-------- MATERIAL SUPPLIED

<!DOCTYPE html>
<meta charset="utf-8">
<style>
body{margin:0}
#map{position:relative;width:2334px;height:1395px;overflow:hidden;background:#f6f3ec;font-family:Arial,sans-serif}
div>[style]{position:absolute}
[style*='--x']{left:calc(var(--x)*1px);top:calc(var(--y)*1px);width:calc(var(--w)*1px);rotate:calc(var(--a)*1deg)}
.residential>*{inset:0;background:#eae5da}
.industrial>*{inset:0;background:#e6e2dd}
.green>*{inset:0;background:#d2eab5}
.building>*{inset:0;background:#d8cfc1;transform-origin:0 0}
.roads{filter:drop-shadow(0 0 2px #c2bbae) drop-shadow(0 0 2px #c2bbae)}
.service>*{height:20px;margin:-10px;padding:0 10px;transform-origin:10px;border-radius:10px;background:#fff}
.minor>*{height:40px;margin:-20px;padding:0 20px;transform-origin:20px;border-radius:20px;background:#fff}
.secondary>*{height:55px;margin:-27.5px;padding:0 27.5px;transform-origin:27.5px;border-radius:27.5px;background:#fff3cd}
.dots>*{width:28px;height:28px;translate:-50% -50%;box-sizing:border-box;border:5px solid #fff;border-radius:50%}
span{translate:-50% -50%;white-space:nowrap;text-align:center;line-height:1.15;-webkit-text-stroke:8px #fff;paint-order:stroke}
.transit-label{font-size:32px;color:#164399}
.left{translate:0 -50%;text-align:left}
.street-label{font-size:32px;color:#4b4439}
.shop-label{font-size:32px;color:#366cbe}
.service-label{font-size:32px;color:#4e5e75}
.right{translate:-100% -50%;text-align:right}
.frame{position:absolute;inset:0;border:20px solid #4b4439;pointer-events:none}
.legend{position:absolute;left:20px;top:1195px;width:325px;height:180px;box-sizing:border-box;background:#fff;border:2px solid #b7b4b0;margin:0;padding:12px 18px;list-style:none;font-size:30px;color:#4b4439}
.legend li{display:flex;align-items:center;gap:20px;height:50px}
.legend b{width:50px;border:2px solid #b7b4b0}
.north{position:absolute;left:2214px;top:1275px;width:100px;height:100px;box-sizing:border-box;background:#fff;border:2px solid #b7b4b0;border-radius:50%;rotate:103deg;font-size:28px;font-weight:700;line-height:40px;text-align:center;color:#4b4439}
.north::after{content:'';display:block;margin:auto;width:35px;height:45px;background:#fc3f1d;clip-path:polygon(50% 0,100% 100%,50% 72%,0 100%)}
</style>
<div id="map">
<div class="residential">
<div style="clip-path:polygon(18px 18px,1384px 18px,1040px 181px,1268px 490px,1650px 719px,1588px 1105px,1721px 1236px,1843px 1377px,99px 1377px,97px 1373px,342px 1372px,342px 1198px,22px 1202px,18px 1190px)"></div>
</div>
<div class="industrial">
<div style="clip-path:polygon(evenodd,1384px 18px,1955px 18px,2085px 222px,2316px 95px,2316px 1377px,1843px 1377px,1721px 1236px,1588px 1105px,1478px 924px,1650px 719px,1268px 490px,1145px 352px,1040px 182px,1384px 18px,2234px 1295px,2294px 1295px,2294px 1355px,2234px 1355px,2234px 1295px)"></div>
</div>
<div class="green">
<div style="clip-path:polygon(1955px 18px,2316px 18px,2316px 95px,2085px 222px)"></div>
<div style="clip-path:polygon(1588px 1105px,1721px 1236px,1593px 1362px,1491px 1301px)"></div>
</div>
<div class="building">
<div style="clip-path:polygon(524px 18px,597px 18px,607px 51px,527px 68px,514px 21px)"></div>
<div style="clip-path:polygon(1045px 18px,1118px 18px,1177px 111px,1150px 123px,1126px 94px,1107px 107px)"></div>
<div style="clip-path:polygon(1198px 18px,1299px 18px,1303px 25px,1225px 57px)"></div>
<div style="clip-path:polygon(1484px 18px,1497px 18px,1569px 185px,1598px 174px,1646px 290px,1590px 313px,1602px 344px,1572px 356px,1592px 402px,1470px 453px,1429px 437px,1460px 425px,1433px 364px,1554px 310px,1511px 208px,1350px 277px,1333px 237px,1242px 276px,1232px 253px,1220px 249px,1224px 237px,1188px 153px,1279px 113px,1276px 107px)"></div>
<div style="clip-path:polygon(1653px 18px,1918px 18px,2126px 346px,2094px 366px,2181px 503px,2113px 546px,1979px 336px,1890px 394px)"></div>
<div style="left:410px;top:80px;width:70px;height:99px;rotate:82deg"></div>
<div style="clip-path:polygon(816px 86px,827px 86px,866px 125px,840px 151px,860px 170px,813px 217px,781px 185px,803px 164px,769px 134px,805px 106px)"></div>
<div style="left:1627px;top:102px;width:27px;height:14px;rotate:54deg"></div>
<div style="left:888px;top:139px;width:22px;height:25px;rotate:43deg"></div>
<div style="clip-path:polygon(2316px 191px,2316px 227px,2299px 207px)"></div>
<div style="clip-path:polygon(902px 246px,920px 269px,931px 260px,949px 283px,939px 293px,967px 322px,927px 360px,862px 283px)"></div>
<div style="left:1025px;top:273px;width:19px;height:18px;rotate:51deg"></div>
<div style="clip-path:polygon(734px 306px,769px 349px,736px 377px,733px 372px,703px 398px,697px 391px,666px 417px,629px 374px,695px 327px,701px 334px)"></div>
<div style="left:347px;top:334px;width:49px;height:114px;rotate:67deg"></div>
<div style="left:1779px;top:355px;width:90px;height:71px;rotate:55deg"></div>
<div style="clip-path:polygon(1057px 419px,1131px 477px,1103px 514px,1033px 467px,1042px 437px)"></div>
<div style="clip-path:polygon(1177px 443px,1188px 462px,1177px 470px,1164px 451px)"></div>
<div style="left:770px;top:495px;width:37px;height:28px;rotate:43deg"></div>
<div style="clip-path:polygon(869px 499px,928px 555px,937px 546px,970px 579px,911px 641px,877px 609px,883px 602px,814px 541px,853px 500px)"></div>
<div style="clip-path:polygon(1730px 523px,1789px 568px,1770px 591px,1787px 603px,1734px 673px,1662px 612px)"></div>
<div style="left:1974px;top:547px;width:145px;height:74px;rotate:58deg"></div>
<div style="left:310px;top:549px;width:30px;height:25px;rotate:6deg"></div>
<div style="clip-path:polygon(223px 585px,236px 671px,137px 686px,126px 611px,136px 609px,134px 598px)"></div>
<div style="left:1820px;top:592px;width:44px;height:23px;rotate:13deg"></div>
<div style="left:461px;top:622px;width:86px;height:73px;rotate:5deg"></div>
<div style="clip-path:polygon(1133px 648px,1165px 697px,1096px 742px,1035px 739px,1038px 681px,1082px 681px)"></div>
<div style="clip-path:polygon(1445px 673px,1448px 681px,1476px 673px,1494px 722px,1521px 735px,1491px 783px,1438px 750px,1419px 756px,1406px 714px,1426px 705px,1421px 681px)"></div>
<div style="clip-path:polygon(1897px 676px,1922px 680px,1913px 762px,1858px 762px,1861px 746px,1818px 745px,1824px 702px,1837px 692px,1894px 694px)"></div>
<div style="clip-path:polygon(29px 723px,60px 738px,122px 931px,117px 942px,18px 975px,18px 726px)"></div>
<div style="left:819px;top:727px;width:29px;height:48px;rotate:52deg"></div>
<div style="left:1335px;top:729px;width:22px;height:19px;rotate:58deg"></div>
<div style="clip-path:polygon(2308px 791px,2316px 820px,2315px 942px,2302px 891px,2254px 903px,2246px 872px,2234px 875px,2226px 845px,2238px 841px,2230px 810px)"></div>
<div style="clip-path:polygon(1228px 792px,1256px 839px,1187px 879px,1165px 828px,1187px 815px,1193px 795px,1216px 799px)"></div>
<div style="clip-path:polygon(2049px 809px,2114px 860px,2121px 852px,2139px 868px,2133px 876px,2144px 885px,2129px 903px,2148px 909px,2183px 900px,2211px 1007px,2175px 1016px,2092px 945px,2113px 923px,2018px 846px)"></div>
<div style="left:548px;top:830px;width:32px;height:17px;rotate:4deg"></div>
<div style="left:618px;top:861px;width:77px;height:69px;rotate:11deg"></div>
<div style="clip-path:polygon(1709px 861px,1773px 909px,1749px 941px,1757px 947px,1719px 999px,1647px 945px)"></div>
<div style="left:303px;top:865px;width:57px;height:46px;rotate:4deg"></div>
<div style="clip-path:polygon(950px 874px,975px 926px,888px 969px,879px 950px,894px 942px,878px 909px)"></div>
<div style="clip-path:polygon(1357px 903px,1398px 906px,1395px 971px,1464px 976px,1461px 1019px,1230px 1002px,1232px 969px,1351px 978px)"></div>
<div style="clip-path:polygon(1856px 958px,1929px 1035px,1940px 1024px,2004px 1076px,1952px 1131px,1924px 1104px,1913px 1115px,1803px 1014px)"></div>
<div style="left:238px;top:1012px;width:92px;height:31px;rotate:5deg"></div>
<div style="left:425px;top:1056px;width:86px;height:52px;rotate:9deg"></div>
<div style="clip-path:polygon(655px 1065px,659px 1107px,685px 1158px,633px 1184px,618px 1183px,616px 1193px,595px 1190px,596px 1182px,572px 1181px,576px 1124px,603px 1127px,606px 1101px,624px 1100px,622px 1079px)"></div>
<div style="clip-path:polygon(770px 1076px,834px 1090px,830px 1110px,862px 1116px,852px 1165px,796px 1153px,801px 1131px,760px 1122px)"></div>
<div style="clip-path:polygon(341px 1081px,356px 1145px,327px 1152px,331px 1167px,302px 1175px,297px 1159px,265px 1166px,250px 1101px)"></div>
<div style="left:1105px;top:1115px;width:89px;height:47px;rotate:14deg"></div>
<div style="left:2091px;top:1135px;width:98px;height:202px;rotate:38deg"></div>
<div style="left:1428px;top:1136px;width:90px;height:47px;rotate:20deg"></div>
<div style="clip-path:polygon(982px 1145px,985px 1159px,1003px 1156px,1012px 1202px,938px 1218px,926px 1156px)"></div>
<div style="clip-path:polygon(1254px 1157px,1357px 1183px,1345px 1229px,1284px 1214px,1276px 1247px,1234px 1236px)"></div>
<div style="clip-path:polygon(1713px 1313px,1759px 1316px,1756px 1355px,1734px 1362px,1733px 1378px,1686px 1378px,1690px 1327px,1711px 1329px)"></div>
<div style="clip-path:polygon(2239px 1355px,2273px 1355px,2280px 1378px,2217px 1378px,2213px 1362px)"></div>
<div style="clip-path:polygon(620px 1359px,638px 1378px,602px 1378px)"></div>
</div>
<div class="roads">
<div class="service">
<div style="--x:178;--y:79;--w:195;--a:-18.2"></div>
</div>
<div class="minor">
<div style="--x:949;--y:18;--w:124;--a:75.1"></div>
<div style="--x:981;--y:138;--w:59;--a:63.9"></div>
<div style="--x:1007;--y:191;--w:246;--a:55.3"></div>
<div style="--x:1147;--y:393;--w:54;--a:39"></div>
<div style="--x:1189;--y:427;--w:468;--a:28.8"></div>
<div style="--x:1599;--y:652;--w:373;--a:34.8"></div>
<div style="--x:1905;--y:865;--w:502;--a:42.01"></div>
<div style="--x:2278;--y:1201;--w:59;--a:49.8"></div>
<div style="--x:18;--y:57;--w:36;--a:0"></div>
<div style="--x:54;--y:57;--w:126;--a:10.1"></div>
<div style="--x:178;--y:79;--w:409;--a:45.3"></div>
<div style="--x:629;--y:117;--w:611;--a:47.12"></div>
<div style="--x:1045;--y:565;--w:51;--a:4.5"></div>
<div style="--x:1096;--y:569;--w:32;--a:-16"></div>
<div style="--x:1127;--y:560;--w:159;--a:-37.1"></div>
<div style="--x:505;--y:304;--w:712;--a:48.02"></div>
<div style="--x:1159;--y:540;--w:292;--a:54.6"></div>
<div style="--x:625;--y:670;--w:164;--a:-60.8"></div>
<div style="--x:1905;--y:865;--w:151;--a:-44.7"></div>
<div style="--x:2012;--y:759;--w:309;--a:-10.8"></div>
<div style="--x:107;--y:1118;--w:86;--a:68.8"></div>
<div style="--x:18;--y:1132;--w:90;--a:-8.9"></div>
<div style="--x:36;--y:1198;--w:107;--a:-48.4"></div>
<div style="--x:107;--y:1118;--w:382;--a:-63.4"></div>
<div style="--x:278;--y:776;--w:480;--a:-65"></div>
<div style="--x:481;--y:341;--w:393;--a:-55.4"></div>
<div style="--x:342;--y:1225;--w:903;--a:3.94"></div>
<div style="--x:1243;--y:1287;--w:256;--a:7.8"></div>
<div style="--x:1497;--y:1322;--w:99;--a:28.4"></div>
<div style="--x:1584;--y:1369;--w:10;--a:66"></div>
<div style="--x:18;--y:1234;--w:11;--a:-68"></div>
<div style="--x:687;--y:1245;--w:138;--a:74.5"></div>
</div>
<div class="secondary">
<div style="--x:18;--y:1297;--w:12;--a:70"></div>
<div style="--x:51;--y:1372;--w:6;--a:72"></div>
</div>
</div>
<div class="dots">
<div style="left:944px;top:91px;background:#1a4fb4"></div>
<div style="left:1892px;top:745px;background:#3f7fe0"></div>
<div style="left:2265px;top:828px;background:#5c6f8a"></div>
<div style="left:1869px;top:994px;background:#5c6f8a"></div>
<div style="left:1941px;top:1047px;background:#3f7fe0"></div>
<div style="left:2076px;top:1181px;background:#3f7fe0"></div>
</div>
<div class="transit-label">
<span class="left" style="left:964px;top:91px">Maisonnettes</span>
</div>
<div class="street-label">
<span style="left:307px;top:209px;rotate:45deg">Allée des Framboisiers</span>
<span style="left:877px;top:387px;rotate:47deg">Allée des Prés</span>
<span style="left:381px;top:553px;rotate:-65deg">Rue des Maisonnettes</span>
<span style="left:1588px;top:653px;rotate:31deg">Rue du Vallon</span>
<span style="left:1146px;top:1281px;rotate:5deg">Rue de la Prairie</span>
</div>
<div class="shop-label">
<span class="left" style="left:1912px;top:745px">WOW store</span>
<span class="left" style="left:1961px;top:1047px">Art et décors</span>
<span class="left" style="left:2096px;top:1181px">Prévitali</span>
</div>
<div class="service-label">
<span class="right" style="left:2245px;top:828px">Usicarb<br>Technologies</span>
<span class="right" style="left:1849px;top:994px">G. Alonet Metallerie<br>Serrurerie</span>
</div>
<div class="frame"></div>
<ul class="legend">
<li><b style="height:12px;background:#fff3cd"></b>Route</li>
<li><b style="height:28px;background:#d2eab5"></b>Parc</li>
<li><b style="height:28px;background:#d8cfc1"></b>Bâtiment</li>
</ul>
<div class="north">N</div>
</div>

----------------

(WHAT IS REQUIRED):
All that is needed is the opening run of the data, given again exactly: please include every line from the first through the line with "2px #c2bbae) drop-shadow(0", both ends kept.

(THE COMPLETED TASK):
<!DOCTYPE html>
<meta charset="utf-8">
<style>
body{margin:0}
#map{position:relative;width:2334px;height:1395px;overflow:hidden;background:#f6f3ec;font-family:Arial,sans-serif}
div>[style]{position:absolute}
[style*='--x']{left:calc(var(--x)*1px);top:calc(var(--y)*1px);width:calc(var(--w)*1px);rotate:calc(var(--a)*1deg)}
.residential>*{inset:0;background:#eae5da}
.industrial>*{inset:0;background:#e6e2dd}
.green>*{inset:0;background:#d2eab5}
.building>*{inset:0;background:#d8cfc1;transform-origin:0 0}
.roads{filter:drop-shadow(0 0 2px #c2bbae) drop-shadow(0 0 2px #c2bbae)}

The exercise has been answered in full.